- **Brief**
Extract the opening line of the entries and every line after it, stopping at and including the line that contains "solid #fff;border-radius:50%;background:#1a73e8;box-shadow:0 0". Do not include pictures.

- **Stored items**
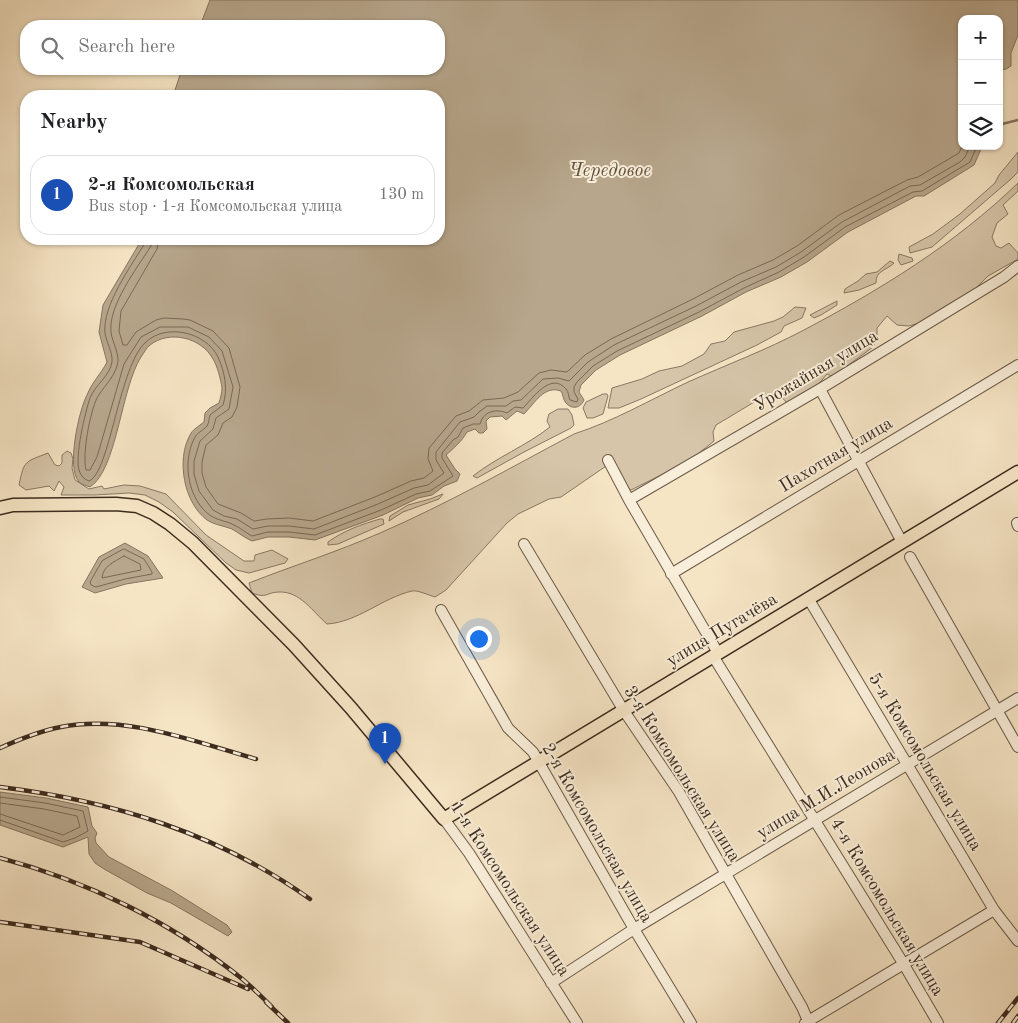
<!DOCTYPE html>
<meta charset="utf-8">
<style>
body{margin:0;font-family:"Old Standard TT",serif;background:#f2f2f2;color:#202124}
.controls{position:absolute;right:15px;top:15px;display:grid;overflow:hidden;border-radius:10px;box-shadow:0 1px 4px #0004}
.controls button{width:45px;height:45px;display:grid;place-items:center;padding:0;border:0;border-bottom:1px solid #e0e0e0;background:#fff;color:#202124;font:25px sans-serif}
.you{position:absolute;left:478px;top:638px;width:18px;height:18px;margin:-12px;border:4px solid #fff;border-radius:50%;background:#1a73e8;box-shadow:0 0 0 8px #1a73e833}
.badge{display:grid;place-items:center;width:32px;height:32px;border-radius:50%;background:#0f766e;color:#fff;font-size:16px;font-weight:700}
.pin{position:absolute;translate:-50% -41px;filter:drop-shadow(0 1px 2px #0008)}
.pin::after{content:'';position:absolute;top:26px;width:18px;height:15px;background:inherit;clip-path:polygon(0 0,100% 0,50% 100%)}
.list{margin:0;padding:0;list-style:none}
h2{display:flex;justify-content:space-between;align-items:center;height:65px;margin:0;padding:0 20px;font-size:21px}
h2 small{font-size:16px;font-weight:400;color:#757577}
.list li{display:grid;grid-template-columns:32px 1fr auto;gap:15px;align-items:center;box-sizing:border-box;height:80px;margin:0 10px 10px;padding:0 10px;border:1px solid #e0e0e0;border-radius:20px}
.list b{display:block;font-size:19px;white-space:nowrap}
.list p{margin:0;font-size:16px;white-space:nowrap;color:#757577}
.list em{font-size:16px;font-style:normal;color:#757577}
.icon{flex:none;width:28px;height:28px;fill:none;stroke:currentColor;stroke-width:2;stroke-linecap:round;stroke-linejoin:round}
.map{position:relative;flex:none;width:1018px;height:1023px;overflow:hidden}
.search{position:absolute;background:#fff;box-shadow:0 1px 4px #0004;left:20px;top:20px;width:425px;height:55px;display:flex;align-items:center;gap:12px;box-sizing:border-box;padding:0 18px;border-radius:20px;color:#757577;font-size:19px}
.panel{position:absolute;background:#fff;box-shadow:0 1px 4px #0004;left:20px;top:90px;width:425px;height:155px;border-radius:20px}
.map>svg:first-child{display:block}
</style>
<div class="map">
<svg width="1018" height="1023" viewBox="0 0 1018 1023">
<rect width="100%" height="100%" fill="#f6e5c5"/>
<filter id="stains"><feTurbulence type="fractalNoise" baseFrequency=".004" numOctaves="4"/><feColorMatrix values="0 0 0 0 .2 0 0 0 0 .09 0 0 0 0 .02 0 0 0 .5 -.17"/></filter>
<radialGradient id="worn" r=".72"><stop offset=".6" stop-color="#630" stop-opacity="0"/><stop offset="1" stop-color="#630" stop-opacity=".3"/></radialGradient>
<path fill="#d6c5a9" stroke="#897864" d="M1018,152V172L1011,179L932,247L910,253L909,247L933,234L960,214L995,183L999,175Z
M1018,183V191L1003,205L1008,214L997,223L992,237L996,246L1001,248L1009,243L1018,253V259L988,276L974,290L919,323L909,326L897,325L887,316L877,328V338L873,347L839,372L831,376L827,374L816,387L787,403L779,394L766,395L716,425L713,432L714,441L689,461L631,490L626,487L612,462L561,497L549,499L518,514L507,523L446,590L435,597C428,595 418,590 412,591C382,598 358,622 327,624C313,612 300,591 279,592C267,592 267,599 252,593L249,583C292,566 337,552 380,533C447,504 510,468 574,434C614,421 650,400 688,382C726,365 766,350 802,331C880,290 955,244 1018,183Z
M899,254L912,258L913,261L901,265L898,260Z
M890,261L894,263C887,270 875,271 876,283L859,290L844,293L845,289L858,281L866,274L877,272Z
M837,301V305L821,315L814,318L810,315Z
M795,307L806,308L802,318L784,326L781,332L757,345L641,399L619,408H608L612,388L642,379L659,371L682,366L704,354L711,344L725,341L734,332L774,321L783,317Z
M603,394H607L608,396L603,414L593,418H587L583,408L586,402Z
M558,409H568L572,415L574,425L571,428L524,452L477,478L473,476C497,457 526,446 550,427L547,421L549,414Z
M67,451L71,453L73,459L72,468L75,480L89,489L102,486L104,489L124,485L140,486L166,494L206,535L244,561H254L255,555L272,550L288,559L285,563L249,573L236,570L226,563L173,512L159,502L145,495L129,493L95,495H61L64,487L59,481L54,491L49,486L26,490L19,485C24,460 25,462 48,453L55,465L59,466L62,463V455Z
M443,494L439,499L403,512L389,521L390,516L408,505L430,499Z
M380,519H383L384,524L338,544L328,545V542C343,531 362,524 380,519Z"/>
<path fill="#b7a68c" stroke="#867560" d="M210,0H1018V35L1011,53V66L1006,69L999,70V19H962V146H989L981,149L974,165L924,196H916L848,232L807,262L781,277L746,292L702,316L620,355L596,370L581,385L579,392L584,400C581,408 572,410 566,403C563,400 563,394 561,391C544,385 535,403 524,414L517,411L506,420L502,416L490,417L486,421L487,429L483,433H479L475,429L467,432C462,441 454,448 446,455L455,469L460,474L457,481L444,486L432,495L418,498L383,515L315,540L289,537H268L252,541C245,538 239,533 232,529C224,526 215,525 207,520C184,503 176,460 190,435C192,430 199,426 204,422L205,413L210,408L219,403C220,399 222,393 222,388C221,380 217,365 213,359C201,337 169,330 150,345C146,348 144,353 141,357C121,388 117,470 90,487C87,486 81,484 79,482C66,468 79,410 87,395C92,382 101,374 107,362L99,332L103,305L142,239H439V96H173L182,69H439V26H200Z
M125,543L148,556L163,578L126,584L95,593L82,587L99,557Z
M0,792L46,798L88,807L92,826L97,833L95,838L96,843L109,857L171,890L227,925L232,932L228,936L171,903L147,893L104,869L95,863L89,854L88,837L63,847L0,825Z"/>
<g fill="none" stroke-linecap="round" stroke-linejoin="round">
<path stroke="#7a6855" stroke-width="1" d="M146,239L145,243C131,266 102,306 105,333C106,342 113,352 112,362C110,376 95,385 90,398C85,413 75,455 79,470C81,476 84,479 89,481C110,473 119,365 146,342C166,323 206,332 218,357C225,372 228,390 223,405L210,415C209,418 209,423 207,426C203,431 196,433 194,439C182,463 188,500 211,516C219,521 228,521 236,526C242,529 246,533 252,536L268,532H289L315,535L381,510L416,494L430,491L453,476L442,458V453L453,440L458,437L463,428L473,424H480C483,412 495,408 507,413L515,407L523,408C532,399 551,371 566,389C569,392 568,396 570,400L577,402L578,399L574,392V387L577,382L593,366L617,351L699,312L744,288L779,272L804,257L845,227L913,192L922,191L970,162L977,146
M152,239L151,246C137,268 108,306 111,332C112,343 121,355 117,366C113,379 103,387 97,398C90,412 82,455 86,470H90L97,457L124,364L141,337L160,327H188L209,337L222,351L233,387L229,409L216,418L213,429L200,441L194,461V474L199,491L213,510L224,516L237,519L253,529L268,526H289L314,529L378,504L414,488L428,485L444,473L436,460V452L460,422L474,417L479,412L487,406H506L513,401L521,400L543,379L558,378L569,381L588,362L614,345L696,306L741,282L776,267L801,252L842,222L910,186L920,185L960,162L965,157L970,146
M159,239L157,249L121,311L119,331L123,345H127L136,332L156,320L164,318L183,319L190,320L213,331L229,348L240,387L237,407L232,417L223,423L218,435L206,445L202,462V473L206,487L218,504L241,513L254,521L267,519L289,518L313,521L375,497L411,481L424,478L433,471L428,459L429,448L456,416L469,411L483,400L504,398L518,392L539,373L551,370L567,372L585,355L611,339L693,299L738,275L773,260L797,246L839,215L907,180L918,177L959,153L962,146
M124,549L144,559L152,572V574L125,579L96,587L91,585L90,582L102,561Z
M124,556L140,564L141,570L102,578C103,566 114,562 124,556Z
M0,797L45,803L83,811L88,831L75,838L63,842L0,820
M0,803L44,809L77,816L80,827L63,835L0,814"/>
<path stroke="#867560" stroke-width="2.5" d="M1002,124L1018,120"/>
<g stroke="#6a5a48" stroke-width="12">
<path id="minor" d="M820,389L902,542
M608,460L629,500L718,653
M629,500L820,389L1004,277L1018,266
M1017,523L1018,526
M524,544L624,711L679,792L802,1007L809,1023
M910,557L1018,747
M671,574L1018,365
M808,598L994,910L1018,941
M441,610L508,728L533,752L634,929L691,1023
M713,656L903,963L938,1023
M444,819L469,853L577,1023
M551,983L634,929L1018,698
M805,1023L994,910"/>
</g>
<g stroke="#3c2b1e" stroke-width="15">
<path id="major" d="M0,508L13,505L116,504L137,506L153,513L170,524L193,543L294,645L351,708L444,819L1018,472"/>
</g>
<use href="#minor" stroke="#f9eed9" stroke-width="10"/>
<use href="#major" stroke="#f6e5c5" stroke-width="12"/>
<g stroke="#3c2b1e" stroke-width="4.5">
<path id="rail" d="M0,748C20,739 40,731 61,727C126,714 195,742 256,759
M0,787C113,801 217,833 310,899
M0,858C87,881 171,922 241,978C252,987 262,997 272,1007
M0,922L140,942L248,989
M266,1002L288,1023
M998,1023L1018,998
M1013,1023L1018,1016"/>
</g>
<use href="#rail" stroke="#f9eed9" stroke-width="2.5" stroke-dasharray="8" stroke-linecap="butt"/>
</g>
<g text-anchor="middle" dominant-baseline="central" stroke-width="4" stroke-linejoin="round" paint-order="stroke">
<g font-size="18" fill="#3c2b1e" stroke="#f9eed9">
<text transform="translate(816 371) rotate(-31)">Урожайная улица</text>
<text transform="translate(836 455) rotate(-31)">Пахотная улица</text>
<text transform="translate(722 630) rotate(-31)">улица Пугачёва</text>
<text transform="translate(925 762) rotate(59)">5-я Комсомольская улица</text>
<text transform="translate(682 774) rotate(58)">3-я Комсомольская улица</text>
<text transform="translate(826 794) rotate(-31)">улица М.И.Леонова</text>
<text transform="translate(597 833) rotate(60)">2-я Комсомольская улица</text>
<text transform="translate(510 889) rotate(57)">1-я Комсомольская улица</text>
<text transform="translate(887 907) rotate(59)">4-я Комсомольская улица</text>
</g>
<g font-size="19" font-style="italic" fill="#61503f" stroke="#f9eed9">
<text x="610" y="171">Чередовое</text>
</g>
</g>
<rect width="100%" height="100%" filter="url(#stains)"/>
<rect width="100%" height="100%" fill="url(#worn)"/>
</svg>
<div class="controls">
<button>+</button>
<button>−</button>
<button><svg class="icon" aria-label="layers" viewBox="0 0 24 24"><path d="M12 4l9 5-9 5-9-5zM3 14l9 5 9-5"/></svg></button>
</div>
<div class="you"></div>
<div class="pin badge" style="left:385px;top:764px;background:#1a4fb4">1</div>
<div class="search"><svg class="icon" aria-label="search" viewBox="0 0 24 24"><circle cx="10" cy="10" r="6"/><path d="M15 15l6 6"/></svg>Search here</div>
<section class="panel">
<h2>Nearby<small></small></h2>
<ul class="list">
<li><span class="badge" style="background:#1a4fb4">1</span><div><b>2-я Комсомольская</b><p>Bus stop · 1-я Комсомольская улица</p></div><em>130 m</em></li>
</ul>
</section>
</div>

- **Finished exercise**
<!DOCTYPE html>
<meta charset="utf-8">
<style>
body{margin:0;font-family:"Old Standard TT",serif;background:#f2f2f2;color:#202124}
.controls{position:absolute;right:15px;top:15px;display:grid;overflow:hidden;border-radius:10px;box-shadow:0 1px 4px #0004}
.controls button{width:45px;height:45px;display:grid;place-items:center;padding:0;border:0;border-bottom:1px solid #e0e0e0;background:#fff;color:#202124;font:25px sans-serif}
.you{position:absolute;left:478px;top:638px;width:18px;height:18px;margin:-12px;border:4px solid #fff;border-radius:50%;background:#1a73e8;box-shadow:0 0 0 8px #1a73e833}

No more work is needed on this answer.